I awoke at about 7 the next morning and saw that my husband was looking in my direction. 'So how do you feel, my dear?' I asked, leaning over him. 'You know, Anya', whispered Fyodor Mikahilovich, 'for the past three hours I've been lying here thinking, and only now am I clearly aware that today I will die.' 'My dear, why do you think that,' I said, terribly disturbed, 'since you already feel better and there's no longer any bleeding. For God's sake, don't torture yourself with doubts, I assure you: you're going to continue living.' 'No, I know that I must die today. Light a candle, Anya, and hand me the Gospel.' He opened the Gospel himself to Matthew 3:14-15 and asked that it be read to him: 'But John forbade him, saying, I have need to be baptized of thee, and comest thou to me? And Jesus answering said unto him, Suffer it to be so now: for thus it becometh us to fulfill all righteousness.'

'Do you hear that - Suffer it to be so... don't forbid me, - this means I will die' said my husband, and he closed the Bible...'

At about 7:00 p.m. the bleeding began again and at 8:30 p.m. Dostoevsky passed away (28 January 1881).


Crime And Punishment

In any list of the greatest novels of all time, two of Dostoevsky's would appear: The Brothers Karamazov, and Crime and Punishment.

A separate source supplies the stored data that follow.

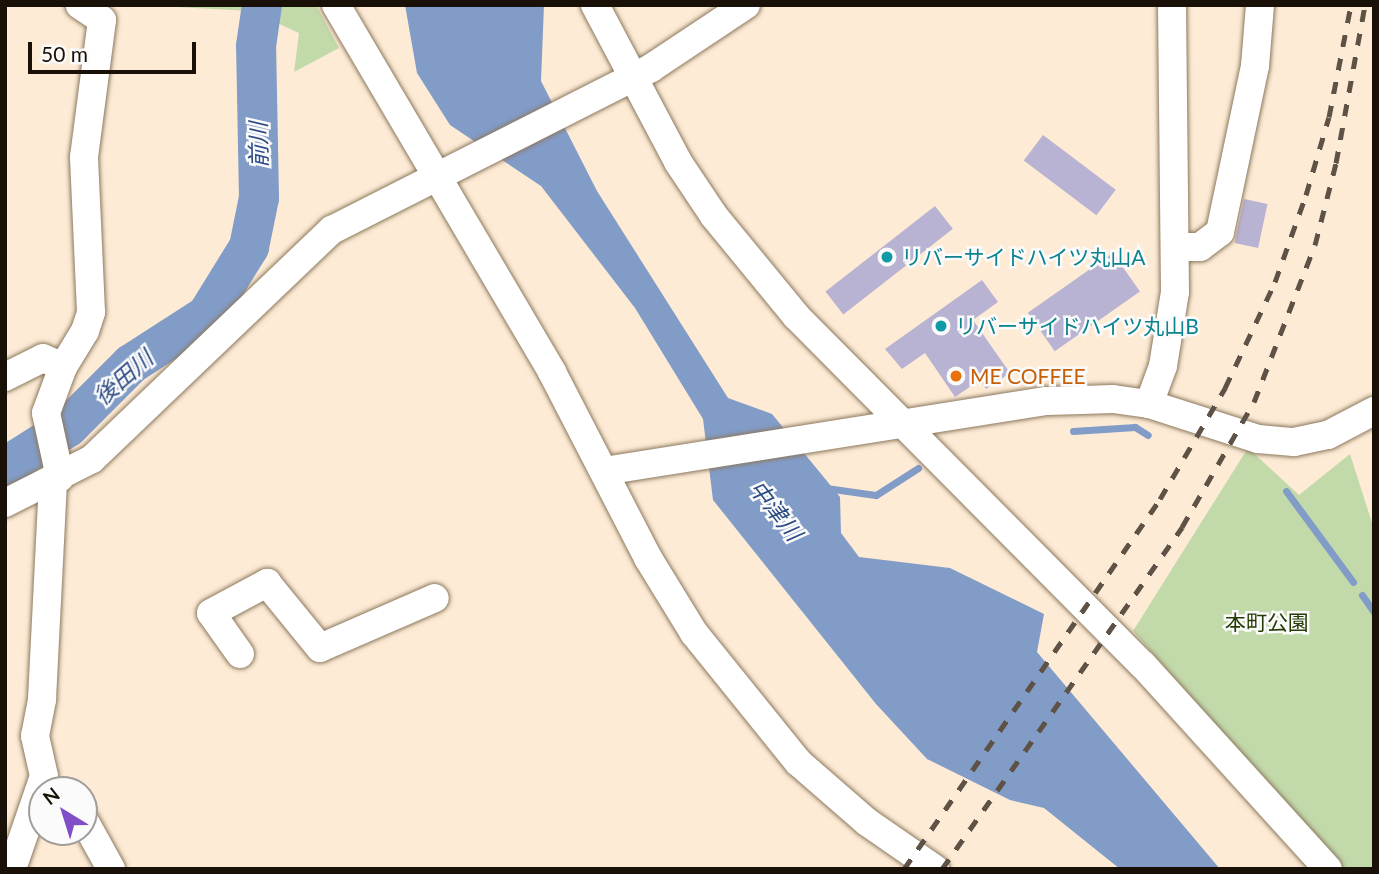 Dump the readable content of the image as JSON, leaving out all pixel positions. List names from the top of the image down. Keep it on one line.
{"water":["前川","後田川","中津川"],"parks":["本町公園"],"places":["リバーサイドハイツ丸山A","リバーサイドハイツ丸山B","ME COFFEE"],"scale_bar":"50 m","north":"top left"} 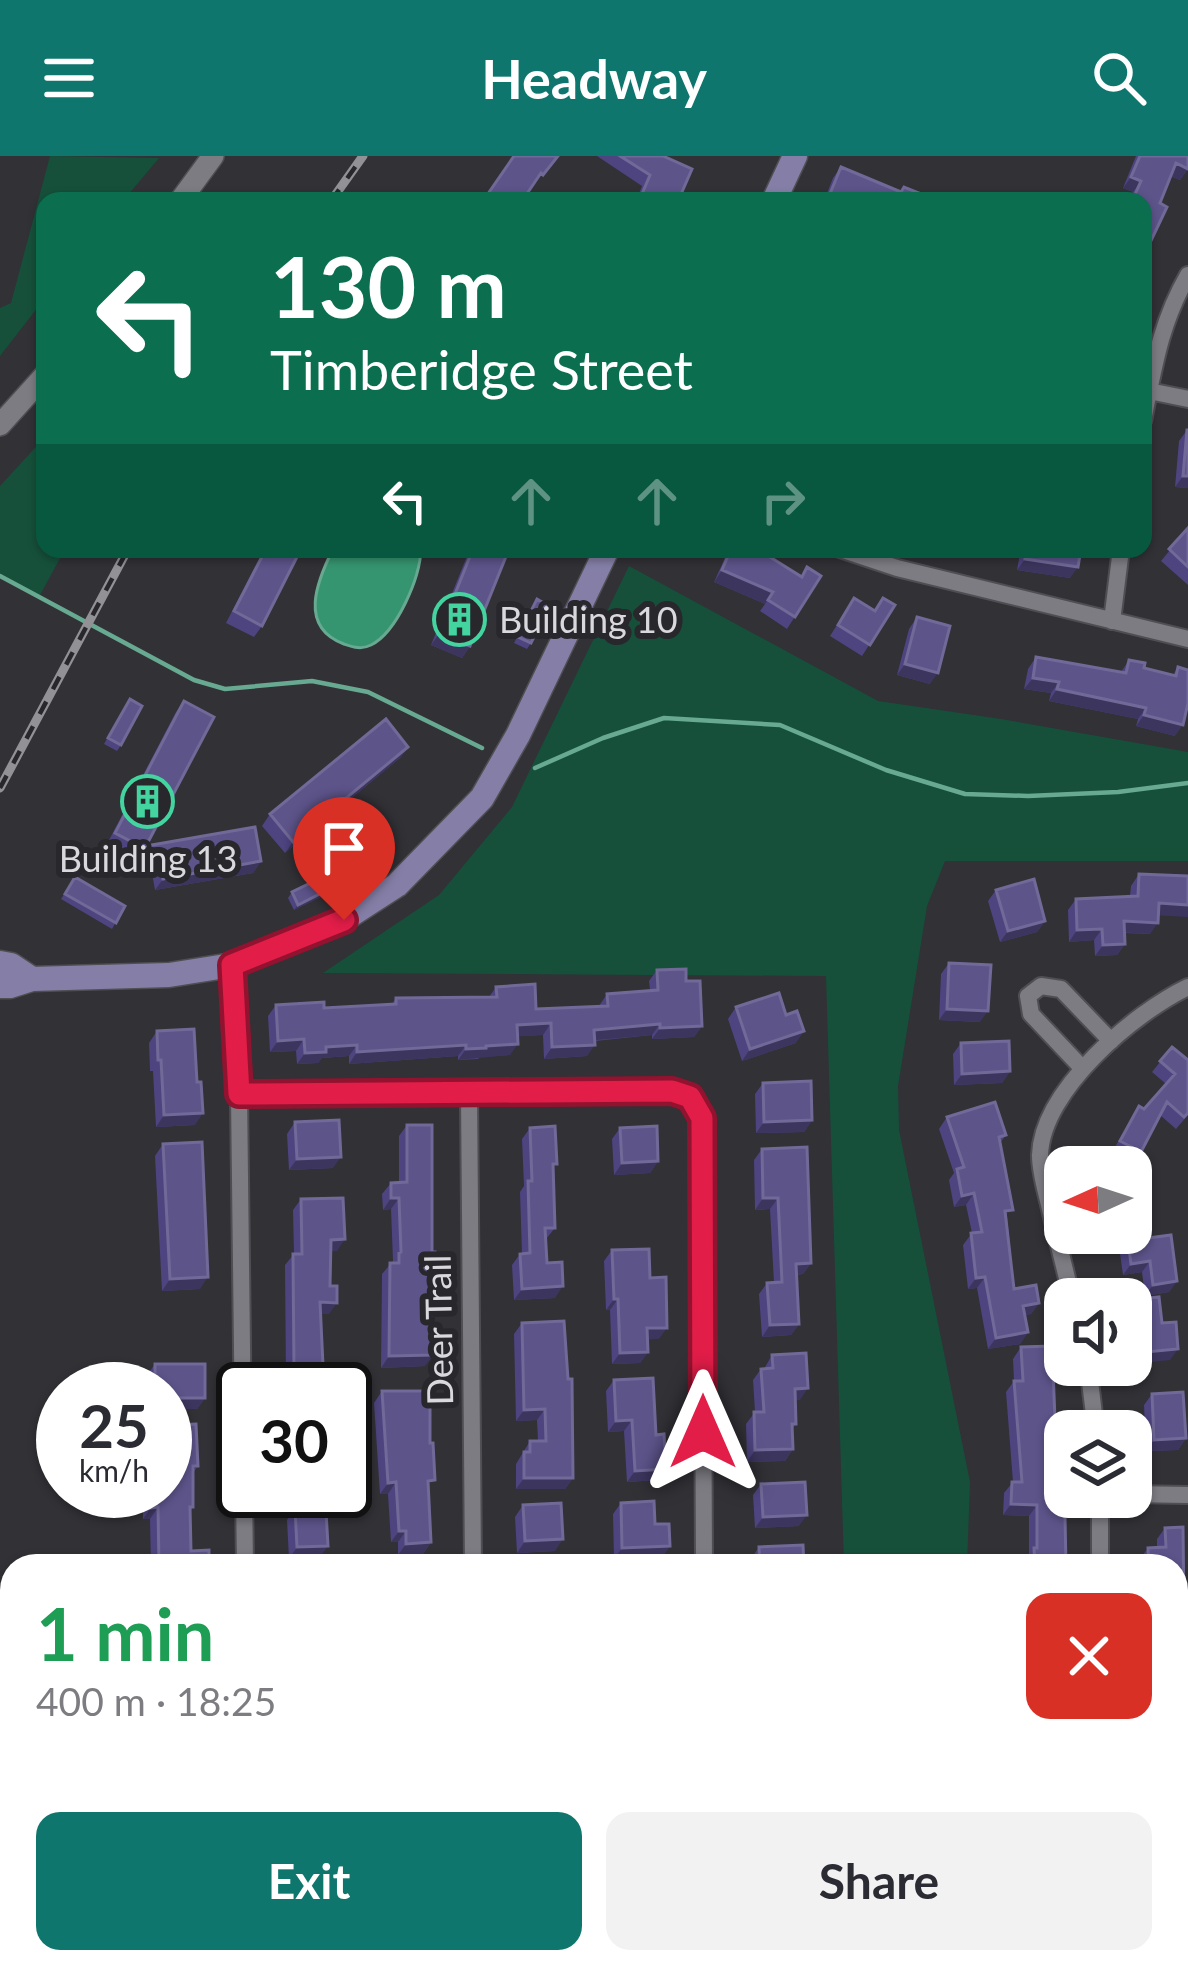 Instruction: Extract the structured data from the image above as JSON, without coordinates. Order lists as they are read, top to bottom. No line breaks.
{"streets":{"street":["Deer Trail"]},"places":{"building":["Building 10","Building 13"]},"north":"left","page":{"header":"Headway","turn":["130 m","Timberidge Street"],"speed":"25 km/h","limit":"30","heading":["1 min","400 m · 18:25"],"buttons":["Exit","Share"]}} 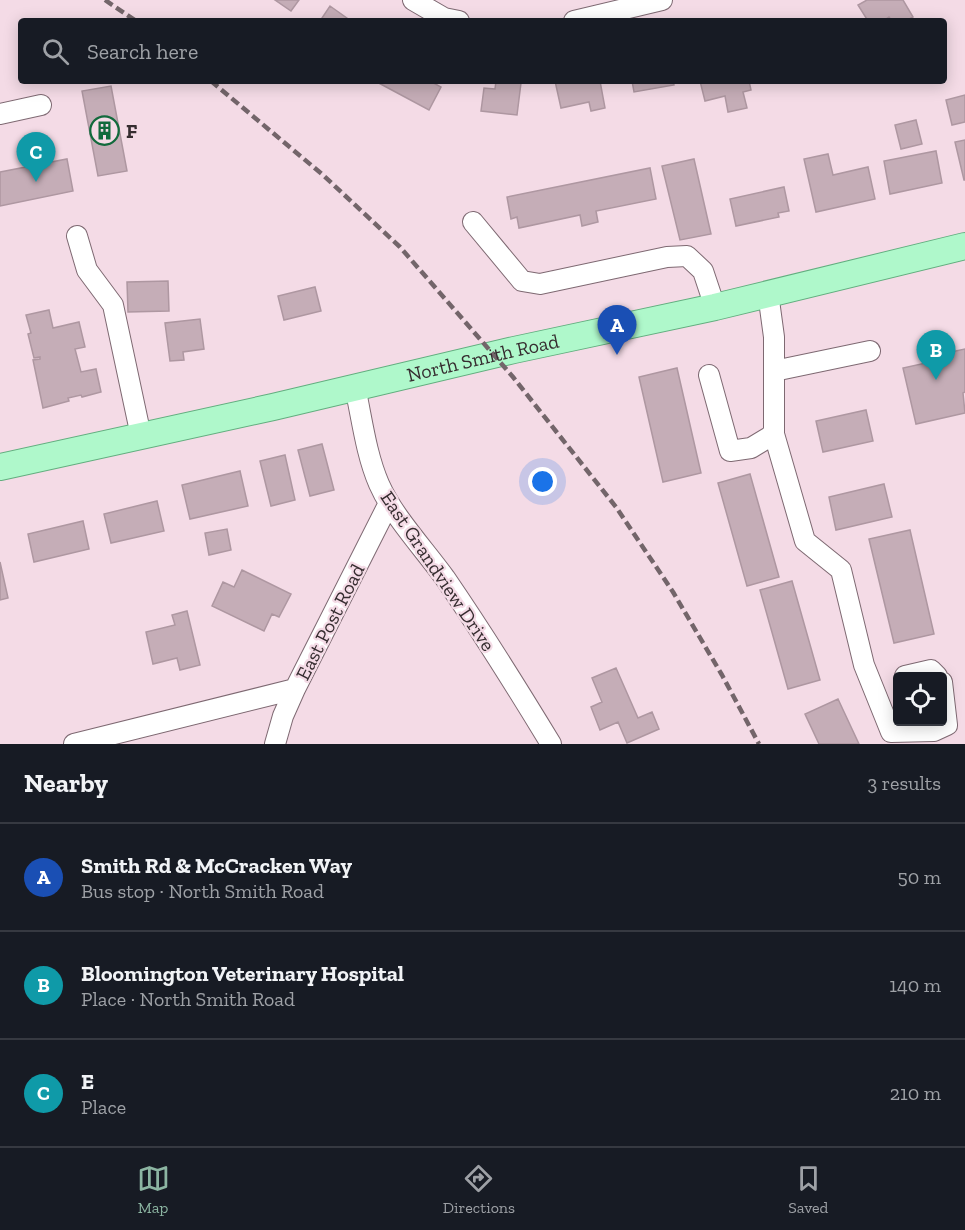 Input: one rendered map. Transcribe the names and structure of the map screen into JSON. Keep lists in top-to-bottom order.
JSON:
{
  "streets": {
    "main road": ["North Smith Road"],
    "street": ["East Grandview Drive", "East Post Road"]
  },
  "crossings": [
    ["North Smith Road", "East Grandview Drive"],
    ["East Grandview Drive", "East Post Road"]
  ],
  "places": {
    "building": ["F"]
  },
  "page": {
    "search": "Search here",
    "pins": ["C", "A", "B"],
    "heading": ["Nearby", "3 results"],
    "list": [
      {
        "mark": "A",
        "name": "Smith Rd & McCracken Way",
        "note": "Bus stop · North Smith Road",
        "value": "50 m"
      },
      {
        "mark": "B",
        "name": "Bloomington Veterinary Hospital",
        "note": "Place · North Smith Road",
        "value": "140 m"
      },
      {
        "mark": "C",
        "name": "E",
        "note": "Place",
        "value": "210 m"
      }
    ],
    "nav": ["Map", "Directions", "Saved"]
  }
}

CRIME AND PUNISHMENT (1866) is the story of a slightly above-average student who commits a cold-blooded murder. After killing two women (a corrupt pawnbroker and her innocent sister who happened upon the scene at the wrong moment) he enters a cat and mouse game with a police detective. Raskolnikov's motives are as hard to get at as is Hamlet's motive for delaying the avenging of his father, but have something to do with a belief in his superiority, a desire to eliminate an evil person, and his poverty. The novel toys with the possibility that murder, if committed by an intellectual, may be justified. Extraordinary people, because of their greatness, have the right to commit any crime - and remain unpunished - if it is for the betterment of society.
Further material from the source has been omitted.